* What the task asks *
Drop the pictures, then extract the listing word for word.

* Dataset content *
- Opening Delimiter -

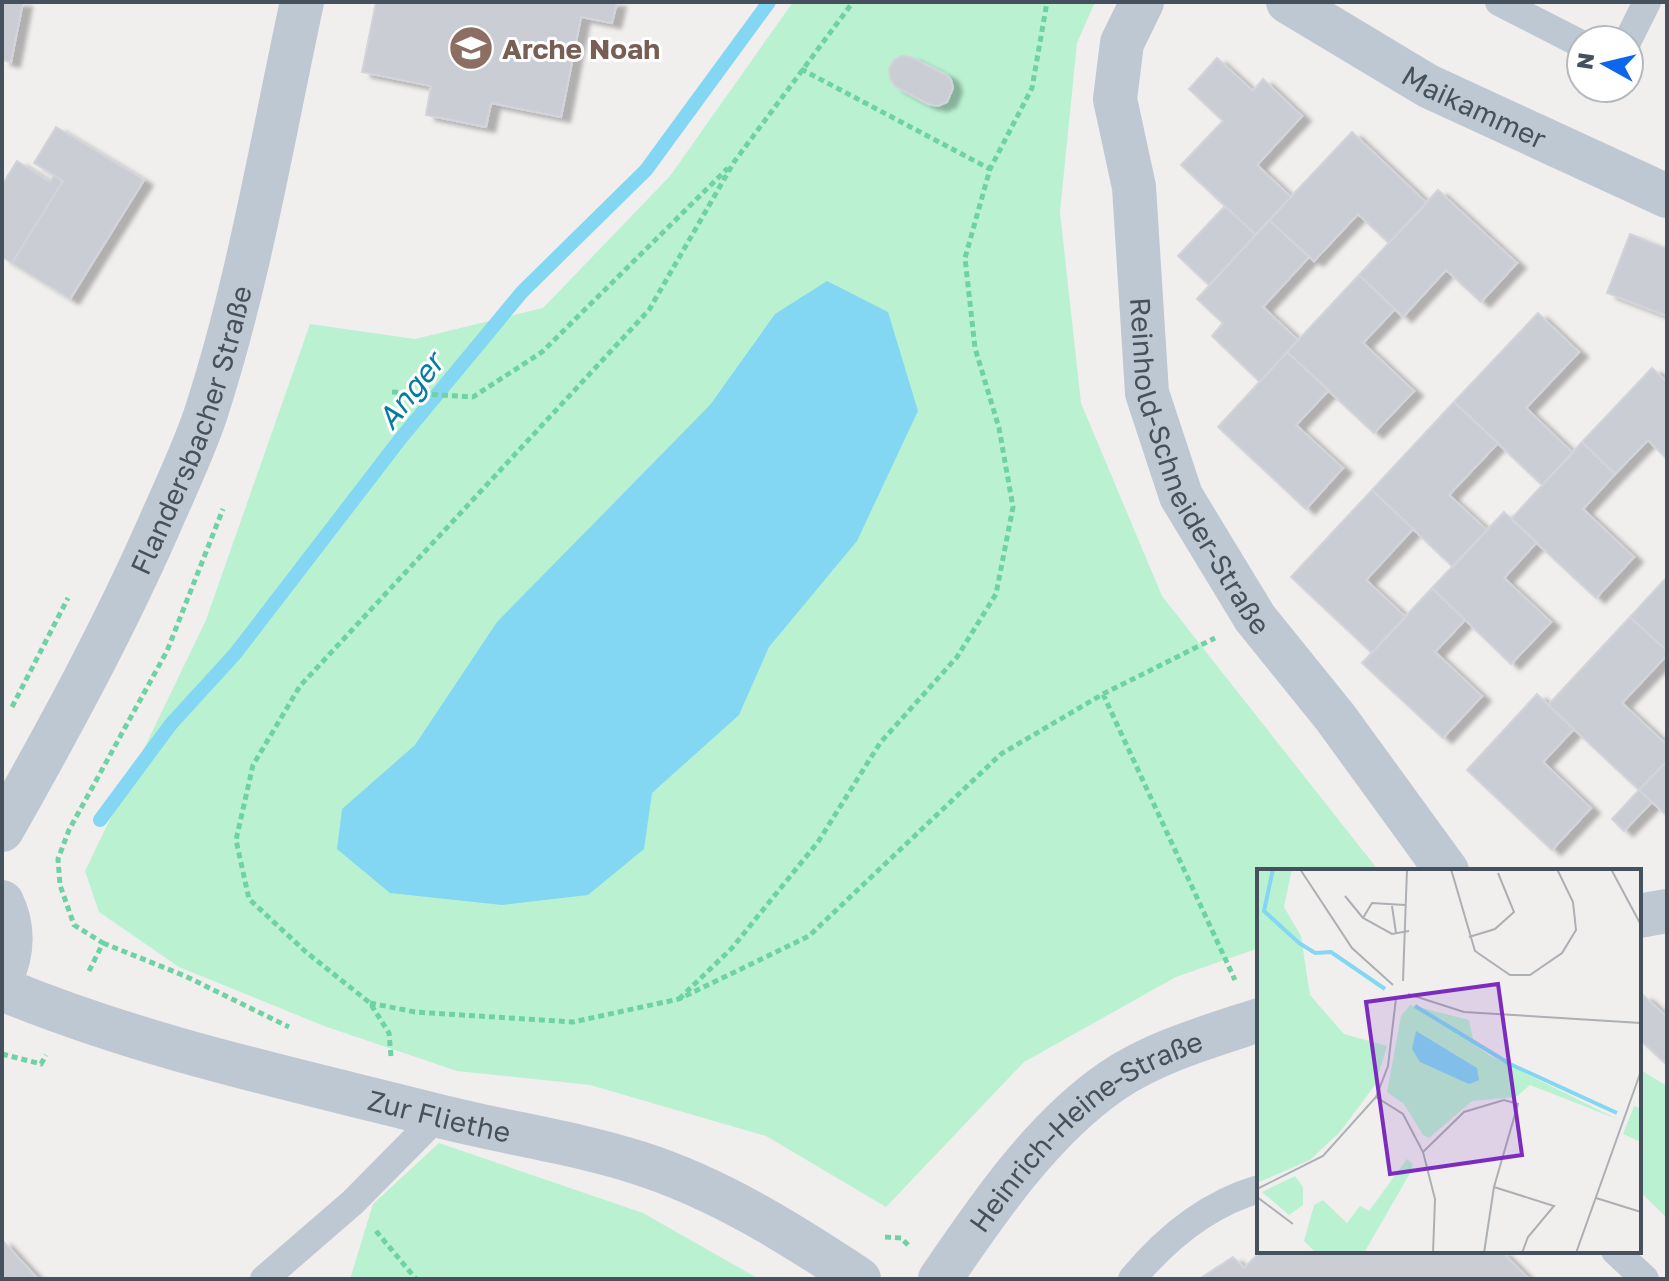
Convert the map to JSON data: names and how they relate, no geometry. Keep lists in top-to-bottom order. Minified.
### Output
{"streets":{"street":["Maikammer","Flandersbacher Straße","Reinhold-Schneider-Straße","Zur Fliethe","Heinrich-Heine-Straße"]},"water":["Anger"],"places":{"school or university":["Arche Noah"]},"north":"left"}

- Closing Delimiter -

* Written answer *
Convert the map to JSON data: names and how they relate, no geometry. Keep lists in top-to-bottom order. Minified.
### Output
{"streets":{"street":["Maikammer","Flandersbacher Straße","Reinhold-Schneider-Straße","Zur Fliethe","Heinrich-Heine-Straße"]},"water":["Anger"],"places":{"school or university":["Arche Noah"]},"north":"left"}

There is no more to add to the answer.